Work task: Scan the records for the line containing "For a GIS import: Dump"; extract it and all later lines, verbatim, through the end, and nothing before it.

___ Given records

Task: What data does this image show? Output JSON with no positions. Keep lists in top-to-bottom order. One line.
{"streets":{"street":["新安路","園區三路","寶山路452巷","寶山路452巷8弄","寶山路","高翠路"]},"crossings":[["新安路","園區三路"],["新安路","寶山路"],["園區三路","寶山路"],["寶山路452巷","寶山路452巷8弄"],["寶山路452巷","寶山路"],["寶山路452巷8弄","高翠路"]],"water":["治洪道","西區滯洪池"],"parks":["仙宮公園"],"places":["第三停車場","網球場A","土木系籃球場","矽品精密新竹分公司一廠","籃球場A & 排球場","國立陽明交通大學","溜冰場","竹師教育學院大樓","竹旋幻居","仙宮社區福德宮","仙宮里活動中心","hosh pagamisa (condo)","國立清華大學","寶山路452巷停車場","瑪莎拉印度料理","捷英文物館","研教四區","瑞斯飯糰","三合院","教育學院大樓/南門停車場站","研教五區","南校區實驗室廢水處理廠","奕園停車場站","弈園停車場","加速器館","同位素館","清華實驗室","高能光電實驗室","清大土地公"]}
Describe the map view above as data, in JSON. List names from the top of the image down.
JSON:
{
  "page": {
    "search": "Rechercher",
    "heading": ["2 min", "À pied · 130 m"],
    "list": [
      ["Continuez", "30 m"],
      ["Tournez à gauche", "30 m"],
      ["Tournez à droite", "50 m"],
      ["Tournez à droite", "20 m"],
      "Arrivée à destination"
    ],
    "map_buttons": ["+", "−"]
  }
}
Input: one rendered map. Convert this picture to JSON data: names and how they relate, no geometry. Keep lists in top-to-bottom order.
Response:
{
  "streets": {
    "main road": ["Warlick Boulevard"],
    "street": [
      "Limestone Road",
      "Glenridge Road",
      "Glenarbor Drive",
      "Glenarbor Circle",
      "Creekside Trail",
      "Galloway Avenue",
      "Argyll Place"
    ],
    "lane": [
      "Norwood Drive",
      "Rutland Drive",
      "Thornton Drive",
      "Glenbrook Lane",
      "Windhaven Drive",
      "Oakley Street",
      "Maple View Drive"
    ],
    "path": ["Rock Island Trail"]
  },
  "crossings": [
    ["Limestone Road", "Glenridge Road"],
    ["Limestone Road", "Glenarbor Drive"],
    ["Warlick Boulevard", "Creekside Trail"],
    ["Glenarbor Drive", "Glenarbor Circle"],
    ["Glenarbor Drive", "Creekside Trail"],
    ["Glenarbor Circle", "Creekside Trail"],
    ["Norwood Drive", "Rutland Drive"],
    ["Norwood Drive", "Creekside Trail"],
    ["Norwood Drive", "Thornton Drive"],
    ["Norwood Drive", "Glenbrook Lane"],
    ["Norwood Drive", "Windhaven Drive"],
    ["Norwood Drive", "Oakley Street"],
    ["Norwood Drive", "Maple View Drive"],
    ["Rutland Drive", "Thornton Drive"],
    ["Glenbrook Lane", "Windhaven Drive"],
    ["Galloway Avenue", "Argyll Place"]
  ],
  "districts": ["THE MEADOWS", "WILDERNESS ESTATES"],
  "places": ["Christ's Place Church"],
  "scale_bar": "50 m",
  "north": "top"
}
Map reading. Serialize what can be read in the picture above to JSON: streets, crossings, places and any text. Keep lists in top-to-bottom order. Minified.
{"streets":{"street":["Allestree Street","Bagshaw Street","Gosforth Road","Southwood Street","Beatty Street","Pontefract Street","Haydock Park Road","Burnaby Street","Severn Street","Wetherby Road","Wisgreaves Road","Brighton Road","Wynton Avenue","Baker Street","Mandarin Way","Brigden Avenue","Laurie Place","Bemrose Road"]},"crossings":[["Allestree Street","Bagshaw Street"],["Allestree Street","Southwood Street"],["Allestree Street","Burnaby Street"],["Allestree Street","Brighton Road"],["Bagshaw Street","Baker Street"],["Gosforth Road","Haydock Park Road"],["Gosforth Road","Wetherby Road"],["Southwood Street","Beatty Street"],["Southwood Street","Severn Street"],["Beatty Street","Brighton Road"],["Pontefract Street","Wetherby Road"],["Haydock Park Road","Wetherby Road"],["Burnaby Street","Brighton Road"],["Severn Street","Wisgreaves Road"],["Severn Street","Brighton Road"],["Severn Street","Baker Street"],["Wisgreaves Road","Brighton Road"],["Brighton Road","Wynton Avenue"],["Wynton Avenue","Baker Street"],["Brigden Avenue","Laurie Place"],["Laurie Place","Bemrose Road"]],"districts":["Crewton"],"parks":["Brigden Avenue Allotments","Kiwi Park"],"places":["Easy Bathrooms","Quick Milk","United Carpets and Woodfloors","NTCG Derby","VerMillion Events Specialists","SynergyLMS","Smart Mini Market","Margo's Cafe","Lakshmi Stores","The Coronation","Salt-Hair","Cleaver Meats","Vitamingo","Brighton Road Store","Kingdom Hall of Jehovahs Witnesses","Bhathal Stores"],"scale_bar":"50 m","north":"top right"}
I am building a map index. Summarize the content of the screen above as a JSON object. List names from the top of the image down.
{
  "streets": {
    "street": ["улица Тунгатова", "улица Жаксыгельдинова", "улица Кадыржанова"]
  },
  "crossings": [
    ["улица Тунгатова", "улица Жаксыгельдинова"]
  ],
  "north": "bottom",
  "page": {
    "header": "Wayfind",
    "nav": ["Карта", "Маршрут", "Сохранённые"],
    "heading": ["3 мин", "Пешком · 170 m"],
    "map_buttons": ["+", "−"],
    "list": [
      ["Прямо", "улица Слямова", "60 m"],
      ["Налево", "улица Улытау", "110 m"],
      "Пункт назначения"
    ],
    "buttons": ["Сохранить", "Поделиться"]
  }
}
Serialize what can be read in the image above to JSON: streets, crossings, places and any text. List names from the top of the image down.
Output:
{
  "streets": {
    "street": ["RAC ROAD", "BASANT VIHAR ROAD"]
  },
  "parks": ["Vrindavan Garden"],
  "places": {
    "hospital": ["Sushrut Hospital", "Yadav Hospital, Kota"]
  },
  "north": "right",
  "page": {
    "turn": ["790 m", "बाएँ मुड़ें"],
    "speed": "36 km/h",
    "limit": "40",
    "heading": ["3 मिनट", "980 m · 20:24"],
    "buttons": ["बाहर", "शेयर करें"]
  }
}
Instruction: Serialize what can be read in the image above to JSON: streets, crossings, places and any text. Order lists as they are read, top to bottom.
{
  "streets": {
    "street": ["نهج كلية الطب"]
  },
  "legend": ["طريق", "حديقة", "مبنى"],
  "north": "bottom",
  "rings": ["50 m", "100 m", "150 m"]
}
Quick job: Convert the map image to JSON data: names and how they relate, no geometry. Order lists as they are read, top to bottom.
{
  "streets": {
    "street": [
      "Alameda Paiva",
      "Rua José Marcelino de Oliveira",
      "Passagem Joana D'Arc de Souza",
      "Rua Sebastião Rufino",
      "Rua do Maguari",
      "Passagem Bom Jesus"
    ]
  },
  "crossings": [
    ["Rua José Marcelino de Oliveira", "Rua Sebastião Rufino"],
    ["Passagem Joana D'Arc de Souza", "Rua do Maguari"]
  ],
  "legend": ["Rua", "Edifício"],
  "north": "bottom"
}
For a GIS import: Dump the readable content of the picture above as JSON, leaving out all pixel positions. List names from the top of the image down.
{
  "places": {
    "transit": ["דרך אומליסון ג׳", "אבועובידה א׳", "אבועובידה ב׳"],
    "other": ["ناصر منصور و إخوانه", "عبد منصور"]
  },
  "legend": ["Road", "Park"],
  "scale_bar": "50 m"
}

______

Result below:
For a GIS import: Dump the readable content of the picture above as JSON, leaving out all pixel positions. List names from the top of the image down.
{
  "places": {
    "transit": ["דרך אומליסון ג׳", "אבועובידה א׳", "אבועובידה ב׳"],
    "other": ["ناصر منصور و إخوانه", "عبد منصور"]
  },
  "legend": ["Road", "Park"],
  "scale_bar": "50 m"
}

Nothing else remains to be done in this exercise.